Published Jun 18, 2026 12:01 am  |  Updated Jun 17, 2026 03:39 pm
The proposed Anti-Political Dynasty Act, which was recently passed in the House of Representatives, has been presented as a long-overdue response to the constitutional mandate against political dynasties. Yet the concerns raised by several respected business and civil society organizations suggest that the measure may ultimately achieve the opposite of its stated objective.
In a joint statement, the Management Association of the Philippines, Makati Business Club, Financial Executives Institute of the Philippines, Shareholders’ Association of the Philippines, Justice Reform Initiative, Parish Pastoral Council for Responsible Voting, and Philippine Institute of Arbitrators argued that House Bill No. 8389 does not meaningfully curtail political dynasties. Rather, they contend that it effectively legitimizes and institutionalizes them.
Their concerns warrant careful review and consideration.
The 1987 Constitution directs the State to prohibit political dynasties as may be defined by law. The intent behind this provision is widely understood: to prevent the excessive concentration of political power within a limited number of families and to encourage broader participation in public service. Any legislation claiming to implement this constitutional mandate should therefore be measured against that objective.
House Bill No. 8389 appears to fall short of that standard.
The measure prohibits spouses and relatives up to the second degree of consanguinity or affinity from simultaneously holding elective office within the same political unit. At first glance, this may appear to impose the intended restrictions. However, critics correctly point out that it leaves intact many of the arrangements that have long enabled political families to perpetuate themselves to power across multiple levels of government.
Under the bill, a family could still simultaneously occupy the offices of governor, congressman, and mayor within a province while another relative holds a national elective position, like being a senator. Such a concentration of political power in one family would remain largely unaffected by the proposed law.
Equally significant is the bill’s apparent failure to address the practice commonly known as political succession. Around the country, term limits have often been circumvented when a spouse, child, sibling, or other close relative succeeds a term-limited official. In other cases, family members simply exchange positions after their respective terms expire, ensuring that political control remains within the same household.
The proposed measure does little to discourage these practices. Consequently, what many citizens regard as circumvention of democratic safeguards could continue with minimal legal restraint.
The bill also leaves substantial room for extended family networks to retain political influence. Relatives beyond the second degree—including cousins, uncles, aunts, nephews, and nieces—would not be subject to the proposed restrictions. In areas where political authority is exercised through large and interconnected family networks, this omission is difficult to overlook.
For these reasons, President Marcos should seriously consider vetoing the measure and returning it to Congress for further refinement. A veto would not signify opposition to anti-dynasty legislation. Rather, it would affirm the need for a law that genuinely fulfills the Constitution’s intent.

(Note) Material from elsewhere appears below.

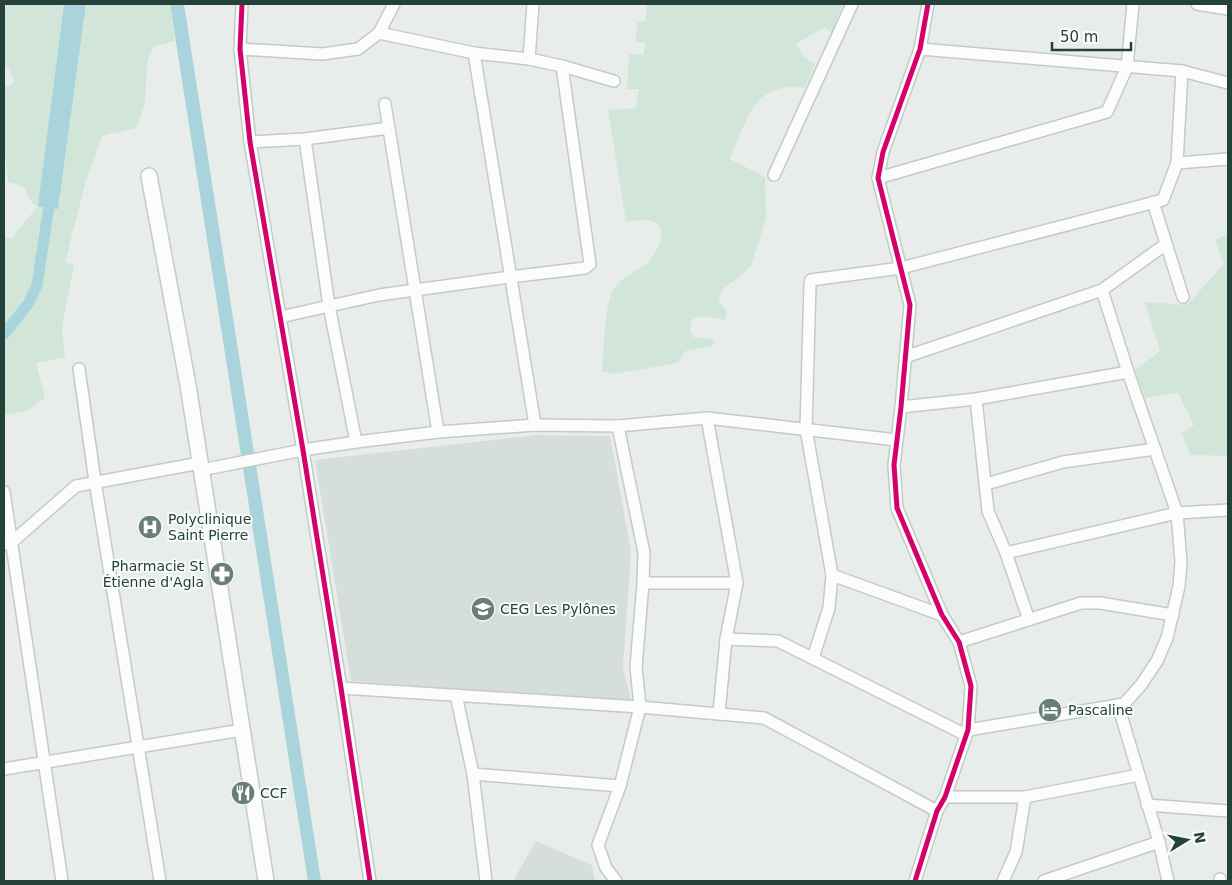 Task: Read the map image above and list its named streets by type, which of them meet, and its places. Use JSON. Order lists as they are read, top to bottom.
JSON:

Congress, in turn, should seize the opportunity to strengthen the bill by expanding the scope of prohibited relationships, restricting successive family occupancy of the same office, limiting seat-swapping arrangements among close relatives, and addressing the simultaneous exercise of power across local and national positions.
The country has waited nearly four decades for legislation implementing the Constitution’s anti-dynasty provision. That law should be crafted to reduce the concentration of political power, not merely regulate its distribution within political families. Genuine reform should not be symbolic. It requires a law capable of advancing the democratic principles the Constitution sought to protect.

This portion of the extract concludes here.